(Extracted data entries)
───
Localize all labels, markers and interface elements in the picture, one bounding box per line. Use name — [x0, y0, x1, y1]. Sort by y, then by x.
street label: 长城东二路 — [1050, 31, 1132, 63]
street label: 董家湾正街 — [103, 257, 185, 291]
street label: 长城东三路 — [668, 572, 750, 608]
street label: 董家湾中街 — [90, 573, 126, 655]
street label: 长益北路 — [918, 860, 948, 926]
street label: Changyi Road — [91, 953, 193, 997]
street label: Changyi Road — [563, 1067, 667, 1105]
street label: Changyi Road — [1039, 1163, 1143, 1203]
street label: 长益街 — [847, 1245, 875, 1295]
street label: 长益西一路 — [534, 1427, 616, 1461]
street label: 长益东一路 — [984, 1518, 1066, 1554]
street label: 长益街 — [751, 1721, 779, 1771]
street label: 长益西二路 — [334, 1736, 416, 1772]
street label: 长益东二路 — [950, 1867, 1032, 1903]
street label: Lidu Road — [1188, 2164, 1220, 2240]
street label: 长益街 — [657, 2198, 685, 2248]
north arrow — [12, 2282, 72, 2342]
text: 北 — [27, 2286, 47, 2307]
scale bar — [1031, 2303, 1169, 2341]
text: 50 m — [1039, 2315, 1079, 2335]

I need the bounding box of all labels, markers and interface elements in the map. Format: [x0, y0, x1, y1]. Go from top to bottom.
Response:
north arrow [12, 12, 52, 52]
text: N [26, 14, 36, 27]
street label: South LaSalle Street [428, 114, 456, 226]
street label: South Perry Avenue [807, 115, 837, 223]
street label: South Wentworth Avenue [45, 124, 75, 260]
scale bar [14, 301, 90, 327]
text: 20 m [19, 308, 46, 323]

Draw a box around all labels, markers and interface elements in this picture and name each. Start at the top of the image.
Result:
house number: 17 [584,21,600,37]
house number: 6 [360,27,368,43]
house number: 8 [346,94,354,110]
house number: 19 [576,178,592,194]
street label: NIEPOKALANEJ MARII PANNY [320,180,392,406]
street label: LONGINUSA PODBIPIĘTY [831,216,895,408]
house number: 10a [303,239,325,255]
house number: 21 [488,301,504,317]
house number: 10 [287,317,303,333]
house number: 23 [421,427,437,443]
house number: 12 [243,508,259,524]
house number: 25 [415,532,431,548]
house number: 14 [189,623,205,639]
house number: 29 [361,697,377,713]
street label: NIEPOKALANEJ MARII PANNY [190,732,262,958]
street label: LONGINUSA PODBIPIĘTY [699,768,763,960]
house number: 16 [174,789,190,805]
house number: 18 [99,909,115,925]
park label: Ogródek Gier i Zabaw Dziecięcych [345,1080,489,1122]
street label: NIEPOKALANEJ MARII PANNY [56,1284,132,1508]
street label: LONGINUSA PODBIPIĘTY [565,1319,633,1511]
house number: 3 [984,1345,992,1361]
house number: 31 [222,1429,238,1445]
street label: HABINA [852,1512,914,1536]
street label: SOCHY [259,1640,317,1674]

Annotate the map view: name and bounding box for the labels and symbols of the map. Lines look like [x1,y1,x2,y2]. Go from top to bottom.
───
> **Problem details**
Of the lines above, extract only those from the line with "I need the bounding" to the line with "Draw a box around", both included, exactly as written.

> **Reply**
I need the bounding box of all labels, markers and interface elements in the map. Format: [x0, y0, x1, y1]. Go from top to bottom.
Response:
north arrow [12, 12, 52, 52]
text: N [26, 14, 36, 27]
street label: South LaSalle Street [428, 114, 456, 226]
street label: South Perry Avenue [807, 115, 837, 223]
street label: South Wentworth Avenue [45, 124, 75, 260]
scale bar [14, 301, 90, 327]
text: 20 m [19, 308, 46, 323]

Draw a box around all labels, markers and interface elements in this picture and name each. Start at the top of the image.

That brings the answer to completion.